El agua creció hasta las pantorrillas. El señor que estaba a su izquierda, Rosales, se arremangó los pantalones y se inclinó para revolver el agua con las manos. El general se giró para observarlo y Rosales le devolvió una sonrisa ilusionada. El general ensanchó las comisuras de los labios en algo que pretendía ser una mueca de reciprocidad. La muchacha sentada a su izquierda, Carolina, comunicaba la misma alegría que Rosales. Y muy probablemente que el resto de la sala. Desde su lugar el general no podía verificarlo, aunque las interjecciones que se escuchaban lo sugerían.
A partir de allí el agua comenzó a subir cada vez más rápido. El ritmo crecía en armonía con la concentración de Fumanchú, que hierático apretaba los párpados y mantenía los brazos suspendidos marcando el pulso de la riada. Su gesto reconcentrado contrastaba visiblemente con el gozo deportivo que había mostrado en el truco anterior. Aquel primer número (la función constaba de dos solamente) en que había pedido al público el reloj más costoso de todos. El general se apresuró a pararse convencido de que su Citizen chapado en oro cotizaba por encima del resto. Era un pueblo chico y las fortunas no abundaban. Sin embargo, no fue el único. Doña Marta, la viuda del joyero, también ofertó el suyo: un Omega cromado y elegante, con diseño clásico de mujer. Fumanchú examinó y sopesó ambos a la vez, como si buscara determinar su peso y su valía. Cuando luego de ese escrutinio teatral se decidió por el suyo, al general se le iluminó el rostro y se reacomodó en su asiento presumido, como si ganar esa subasta hubiese ratificado su natural autoridad.
En un preludio espectacular, Fumanchú exhibió el reloj por toda la sala para que cada uno de los presentes pudiera apreciarlo. Cuando regresó al escenario volvió a enseñar el Citizen alzándolo por encima de su cabeza y trazando un semicírculo con su cuerpo para que se percibiese desde las plateas laterales del teatro. Cuando consideró que la exposición había sido suficiente se agachó ceremonialmente y lo depositó en el suelo. Hincó la mirada en el general y, mientras se acomodaba el moño del frac, aplastó el reloj con un soberbio pisotón. Por si alguien guardaba alguna duda sobre su acto terrorista insistió en prensarlo contra el piso comprimiendo su suela y usándola como eje para hacer pequeños movimientos rotatorios. Mientras lo hacía, dedicó una sonrisa insolente al general.

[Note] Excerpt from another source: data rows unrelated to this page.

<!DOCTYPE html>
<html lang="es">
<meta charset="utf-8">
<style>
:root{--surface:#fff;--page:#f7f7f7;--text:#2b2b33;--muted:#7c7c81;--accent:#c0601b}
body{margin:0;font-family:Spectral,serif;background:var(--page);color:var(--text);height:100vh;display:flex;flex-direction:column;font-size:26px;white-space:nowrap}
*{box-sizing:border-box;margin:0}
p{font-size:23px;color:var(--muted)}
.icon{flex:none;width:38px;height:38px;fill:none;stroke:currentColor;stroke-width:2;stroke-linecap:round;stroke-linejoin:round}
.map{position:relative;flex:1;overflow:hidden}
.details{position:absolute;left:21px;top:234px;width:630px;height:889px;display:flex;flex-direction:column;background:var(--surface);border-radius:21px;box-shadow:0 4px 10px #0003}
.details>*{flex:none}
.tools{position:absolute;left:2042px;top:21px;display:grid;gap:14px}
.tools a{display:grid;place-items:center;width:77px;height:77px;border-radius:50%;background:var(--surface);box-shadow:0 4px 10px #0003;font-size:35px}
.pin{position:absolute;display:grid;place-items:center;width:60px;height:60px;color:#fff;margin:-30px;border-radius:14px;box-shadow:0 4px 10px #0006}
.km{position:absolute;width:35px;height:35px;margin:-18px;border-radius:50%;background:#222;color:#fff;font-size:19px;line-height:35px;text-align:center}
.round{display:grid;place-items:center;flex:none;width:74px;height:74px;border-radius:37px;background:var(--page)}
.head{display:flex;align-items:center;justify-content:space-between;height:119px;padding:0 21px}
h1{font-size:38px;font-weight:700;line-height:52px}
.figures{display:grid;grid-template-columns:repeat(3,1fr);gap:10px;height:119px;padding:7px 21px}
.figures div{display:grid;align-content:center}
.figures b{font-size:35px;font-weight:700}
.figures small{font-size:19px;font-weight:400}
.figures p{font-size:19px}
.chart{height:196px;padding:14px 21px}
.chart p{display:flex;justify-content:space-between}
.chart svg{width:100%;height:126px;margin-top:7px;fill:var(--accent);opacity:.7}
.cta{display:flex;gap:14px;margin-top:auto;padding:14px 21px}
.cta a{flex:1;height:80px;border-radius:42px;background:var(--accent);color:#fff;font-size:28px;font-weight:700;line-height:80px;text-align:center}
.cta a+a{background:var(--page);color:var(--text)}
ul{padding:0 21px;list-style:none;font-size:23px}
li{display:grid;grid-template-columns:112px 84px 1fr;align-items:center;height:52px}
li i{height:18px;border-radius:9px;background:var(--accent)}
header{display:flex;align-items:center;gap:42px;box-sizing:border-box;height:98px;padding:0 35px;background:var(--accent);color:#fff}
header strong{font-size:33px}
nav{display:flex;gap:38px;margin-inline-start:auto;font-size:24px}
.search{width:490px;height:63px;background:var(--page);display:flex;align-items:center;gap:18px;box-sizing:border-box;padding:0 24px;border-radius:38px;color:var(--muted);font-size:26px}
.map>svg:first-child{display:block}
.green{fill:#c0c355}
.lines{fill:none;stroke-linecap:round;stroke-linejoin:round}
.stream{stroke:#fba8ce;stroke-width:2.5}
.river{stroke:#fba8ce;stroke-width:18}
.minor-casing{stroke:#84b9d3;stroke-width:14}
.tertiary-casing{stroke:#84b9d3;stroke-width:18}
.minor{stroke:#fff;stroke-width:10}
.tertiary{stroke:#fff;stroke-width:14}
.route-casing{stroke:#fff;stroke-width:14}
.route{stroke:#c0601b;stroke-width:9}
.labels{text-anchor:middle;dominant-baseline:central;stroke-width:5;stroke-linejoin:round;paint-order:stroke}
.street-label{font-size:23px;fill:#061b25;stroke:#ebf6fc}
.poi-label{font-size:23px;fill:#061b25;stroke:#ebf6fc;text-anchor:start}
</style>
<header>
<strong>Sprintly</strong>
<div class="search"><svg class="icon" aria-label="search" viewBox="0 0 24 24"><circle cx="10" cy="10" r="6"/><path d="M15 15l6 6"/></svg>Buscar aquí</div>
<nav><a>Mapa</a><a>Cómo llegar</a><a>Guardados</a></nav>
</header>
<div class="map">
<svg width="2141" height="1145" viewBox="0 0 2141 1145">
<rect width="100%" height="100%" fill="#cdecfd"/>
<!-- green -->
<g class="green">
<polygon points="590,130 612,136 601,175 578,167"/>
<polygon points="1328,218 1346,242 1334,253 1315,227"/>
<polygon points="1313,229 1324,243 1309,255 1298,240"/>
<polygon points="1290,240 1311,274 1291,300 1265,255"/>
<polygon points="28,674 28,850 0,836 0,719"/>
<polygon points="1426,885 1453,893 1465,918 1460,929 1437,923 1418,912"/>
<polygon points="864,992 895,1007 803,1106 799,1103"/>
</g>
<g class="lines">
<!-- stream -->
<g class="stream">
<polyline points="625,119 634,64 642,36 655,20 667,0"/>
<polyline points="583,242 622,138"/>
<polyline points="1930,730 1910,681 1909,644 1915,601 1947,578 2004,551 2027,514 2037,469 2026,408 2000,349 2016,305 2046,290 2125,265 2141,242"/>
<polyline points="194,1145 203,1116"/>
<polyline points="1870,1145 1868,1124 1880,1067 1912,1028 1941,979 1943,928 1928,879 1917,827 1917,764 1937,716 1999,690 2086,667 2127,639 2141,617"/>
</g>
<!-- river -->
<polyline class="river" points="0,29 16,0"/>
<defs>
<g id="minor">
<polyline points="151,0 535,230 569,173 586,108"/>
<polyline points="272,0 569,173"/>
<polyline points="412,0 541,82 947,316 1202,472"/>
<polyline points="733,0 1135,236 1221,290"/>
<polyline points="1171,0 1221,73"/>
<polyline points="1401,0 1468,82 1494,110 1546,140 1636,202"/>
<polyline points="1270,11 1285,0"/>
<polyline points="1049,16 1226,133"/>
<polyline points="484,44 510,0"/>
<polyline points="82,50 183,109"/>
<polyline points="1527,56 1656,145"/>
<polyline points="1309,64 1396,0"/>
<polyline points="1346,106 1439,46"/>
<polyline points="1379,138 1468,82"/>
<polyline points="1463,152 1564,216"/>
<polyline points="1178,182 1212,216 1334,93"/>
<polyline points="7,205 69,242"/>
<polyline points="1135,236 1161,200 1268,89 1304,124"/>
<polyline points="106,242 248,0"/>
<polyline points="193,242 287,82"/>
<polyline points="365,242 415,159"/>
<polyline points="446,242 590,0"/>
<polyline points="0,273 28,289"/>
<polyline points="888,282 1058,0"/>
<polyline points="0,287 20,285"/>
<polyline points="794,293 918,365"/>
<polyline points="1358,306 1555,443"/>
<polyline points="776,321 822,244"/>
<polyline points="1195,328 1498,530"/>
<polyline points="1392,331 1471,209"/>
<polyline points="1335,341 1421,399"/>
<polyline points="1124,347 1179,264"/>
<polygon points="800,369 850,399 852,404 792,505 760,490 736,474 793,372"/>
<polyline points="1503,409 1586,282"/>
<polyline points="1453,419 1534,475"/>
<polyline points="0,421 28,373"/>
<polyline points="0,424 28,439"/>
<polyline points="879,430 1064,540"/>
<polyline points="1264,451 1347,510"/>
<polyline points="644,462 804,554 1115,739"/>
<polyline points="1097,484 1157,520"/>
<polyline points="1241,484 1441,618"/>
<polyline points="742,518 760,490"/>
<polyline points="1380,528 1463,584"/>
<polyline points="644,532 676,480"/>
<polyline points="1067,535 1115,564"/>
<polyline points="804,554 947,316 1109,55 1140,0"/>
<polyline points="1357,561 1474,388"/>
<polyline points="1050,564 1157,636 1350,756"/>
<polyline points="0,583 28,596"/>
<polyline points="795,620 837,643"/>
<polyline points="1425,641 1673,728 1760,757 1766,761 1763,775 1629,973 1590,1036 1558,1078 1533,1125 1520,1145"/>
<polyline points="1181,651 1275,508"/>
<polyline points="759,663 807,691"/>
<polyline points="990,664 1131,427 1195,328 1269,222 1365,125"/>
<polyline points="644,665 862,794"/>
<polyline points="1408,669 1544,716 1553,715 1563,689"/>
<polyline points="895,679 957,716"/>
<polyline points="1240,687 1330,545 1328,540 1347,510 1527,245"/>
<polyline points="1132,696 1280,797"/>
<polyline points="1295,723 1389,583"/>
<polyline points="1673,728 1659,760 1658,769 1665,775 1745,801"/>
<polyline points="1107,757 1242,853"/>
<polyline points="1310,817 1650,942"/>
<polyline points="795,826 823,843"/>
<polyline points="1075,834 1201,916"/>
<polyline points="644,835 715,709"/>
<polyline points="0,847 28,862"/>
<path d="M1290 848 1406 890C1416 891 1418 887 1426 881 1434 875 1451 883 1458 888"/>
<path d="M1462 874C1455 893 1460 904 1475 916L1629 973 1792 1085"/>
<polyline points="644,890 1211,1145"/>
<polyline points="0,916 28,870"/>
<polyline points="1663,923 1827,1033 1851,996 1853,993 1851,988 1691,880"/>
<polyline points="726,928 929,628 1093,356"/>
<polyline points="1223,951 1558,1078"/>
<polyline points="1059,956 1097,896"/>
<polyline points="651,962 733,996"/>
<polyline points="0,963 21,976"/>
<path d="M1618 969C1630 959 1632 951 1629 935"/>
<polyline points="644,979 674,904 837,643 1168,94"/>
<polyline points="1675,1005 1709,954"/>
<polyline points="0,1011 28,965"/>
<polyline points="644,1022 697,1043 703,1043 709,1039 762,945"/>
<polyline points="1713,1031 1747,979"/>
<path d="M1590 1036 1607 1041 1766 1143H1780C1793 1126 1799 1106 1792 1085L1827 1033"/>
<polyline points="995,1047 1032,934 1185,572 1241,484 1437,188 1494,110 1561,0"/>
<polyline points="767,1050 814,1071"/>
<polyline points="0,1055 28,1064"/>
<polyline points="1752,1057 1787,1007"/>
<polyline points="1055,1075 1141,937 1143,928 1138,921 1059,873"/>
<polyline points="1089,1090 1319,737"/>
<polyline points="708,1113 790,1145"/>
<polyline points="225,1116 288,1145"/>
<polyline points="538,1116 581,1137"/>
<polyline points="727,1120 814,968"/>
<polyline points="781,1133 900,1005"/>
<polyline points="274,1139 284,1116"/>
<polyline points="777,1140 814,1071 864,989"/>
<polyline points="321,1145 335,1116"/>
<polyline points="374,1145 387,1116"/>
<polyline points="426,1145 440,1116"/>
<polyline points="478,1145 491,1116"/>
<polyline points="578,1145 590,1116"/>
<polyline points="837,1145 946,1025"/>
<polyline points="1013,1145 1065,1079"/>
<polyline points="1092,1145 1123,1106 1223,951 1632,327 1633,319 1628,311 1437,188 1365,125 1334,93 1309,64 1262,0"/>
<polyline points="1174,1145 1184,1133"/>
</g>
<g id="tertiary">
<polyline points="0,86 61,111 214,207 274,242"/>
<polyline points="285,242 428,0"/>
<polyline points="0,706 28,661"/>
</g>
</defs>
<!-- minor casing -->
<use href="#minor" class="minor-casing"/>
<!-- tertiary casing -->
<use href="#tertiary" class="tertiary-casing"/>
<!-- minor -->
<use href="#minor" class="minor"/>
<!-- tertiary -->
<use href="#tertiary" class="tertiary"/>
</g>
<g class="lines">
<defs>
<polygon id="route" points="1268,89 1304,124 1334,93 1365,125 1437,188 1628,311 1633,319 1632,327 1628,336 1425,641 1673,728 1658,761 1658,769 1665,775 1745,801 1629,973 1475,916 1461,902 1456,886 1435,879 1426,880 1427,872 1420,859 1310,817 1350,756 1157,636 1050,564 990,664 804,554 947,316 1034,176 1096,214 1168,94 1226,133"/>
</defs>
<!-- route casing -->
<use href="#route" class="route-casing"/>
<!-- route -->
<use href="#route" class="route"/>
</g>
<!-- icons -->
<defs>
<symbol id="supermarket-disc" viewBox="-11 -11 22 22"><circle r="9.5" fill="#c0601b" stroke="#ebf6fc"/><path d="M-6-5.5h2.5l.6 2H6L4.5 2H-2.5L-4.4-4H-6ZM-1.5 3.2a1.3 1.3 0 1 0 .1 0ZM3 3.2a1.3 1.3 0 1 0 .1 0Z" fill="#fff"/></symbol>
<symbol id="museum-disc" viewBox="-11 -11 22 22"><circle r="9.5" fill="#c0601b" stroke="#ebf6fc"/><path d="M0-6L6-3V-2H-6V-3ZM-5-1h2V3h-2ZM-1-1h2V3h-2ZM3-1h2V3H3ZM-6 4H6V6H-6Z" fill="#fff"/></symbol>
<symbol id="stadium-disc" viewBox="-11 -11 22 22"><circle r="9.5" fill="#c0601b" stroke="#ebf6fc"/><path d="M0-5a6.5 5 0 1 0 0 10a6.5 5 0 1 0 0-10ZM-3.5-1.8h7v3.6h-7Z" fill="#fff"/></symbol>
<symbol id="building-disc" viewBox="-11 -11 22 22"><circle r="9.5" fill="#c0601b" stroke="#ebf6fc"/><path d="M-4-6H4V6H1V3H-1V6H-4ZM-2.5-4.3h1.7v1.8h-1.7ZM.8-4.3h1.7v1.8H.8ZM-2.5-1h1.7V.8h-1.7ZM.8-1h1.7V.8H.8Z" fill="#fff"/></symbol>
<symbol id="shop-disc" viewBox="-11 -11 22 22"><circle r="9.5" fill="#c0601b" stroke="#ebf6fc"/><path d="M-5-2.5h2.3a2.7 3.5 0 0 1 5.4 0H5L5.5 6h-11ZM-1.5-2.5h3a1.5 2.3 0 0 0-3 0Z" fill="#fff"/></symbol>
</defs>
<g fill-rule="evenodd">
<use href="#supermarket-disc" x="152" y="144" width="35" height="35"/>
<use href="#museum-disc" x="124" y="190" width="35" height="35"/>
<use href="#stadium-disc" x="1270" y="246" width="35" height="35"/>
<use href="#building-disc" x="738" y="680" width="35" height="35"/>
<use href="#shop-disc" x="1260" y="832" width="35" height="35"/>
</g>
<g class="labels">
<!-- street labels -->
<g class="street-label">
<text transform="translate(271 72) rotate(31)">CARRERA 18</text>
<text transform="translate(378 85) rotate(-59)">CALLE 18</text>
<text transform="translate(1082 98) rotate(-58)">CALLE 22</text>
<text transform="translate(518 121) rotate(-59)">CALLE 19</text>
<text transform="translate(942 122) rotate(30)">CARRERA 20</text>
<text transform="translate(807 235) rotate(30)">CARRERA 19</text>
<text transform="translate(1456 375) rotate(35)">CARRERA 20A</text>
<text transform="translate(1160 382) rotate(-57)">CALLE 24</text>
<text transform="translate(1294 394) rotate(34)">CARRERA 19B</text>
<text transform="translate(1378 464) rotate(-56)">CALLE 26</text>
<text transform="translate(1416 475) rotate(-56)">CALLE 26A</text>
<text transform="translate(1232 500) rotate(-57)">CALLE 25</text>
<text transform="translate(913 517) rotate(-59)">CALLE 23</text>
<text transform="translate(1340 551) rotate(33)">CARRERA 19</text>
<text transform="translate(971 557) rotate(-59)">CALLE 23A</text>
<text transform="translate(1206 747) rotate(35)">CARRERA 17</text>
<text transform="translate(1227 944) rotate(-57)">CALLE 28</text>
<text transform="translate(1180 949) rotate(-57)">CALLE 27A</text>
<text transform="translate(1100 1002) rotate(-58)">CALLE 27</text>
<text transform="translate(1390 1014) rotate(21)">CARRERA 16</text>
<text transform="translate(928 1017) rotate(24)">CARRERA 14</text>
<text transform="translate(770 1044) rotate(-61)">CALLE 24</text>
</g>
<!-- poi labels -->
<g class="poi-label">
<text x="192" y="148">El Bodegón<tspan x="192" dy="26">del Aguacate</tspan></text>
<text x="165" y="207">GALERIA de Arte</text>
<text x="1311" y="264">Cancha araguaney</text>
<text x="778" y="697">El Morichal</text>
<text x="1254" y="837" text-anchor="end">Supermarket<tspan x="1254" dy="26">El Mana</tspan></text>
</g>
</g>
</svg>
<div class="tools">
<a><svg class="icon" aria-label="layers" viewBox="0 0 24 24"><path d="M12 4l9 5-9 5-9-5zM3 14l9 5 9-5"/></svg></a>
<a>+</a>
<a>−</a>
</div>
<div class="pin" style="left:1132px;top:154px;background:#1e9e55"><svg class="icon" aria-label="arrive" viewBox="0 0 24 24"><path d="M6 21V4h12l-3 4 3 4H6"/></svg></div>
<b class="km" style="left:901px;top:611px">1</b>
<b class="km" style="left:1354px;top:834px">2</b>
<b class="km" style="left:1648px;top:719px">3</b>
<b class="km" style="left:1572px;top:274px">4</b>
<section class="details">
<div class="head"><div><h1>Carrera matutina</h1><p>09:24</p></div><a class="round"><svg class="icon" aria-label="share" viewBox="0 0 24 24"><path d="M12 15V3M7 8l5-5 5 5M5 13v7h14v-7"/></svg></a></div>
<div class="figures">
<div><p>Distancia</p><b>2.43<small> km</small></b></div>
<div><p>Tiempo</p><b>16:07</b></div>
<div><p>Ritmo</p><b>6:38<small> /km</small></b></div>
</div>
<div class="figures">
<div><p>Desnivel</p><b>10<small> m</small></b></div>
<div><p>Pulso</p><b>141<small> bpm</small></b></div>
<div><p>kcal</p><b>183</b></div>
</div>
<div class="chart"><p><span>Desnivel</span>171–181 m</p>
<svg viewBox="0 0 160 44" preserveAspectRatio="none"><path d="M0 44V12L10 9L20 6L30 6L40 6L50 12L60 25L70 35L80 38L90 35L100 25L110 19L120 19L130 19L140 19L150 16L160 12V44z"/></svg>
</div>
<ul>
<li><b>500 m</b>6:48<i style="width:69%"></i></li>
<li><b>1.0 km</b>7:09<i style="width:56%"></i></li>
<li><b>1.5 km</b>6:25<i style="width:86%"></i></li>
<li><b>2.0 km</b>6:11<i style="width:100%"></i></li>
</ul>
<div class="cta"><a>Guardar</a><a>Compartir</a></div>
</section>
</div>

El público estalló en un uuuh escandalizado. El general reprimió la interjección y, a pesar de que se le revolvieron las tripas, mostró una total desafección. Acicateado por la reacción de los espectadores, Fumanchú volvió a sonreír, sólo que en esta ocasión lo hizo festivamente. En un gesto superfluo para la realidad de las cosas, aunque no para el espectáculo, recogió el reloj y lo expuso para que el público comprobase cómo lo había pulverizado. Sin mediar ninguna maniobra bajó del escenario, se encaminó morosamente hasta la butaca del general y le tendió el reloj con una reverencia. Luego le pidió por favor que lo alzara y se lo enseñara al resto. El Citizen estaba intacto. Asombrado, el público coincidió en un aplauso unánime y eufórico. El general, sin embargo, aplaudió por compromiso, para no develar la humillación que sentía. Por si fuera poco, Rosales le pidió el reloj para ratificar con sus propios ojos que estaba indemne y le preguntó si no se trataba de otro. Cuando el general, serio y apenas moviendo su cabeza, le respondió que efectivamente era su Citizen, Rosales ya se lo había dado a su vecino. El reloj pasó de mano en mano y el general tuvo que soportar que cada uno que lo recibía le dedicase una mirada interrogativa para verificar la autenticidad del mismo. Por suerte, cuando el reloj desembarcó en la otra fila, dejaron de sondearlo; el que lo cedía se encargaba de contarle al otro que era el Citizen que el general había usado toda su vida; aquel que le legó su padre.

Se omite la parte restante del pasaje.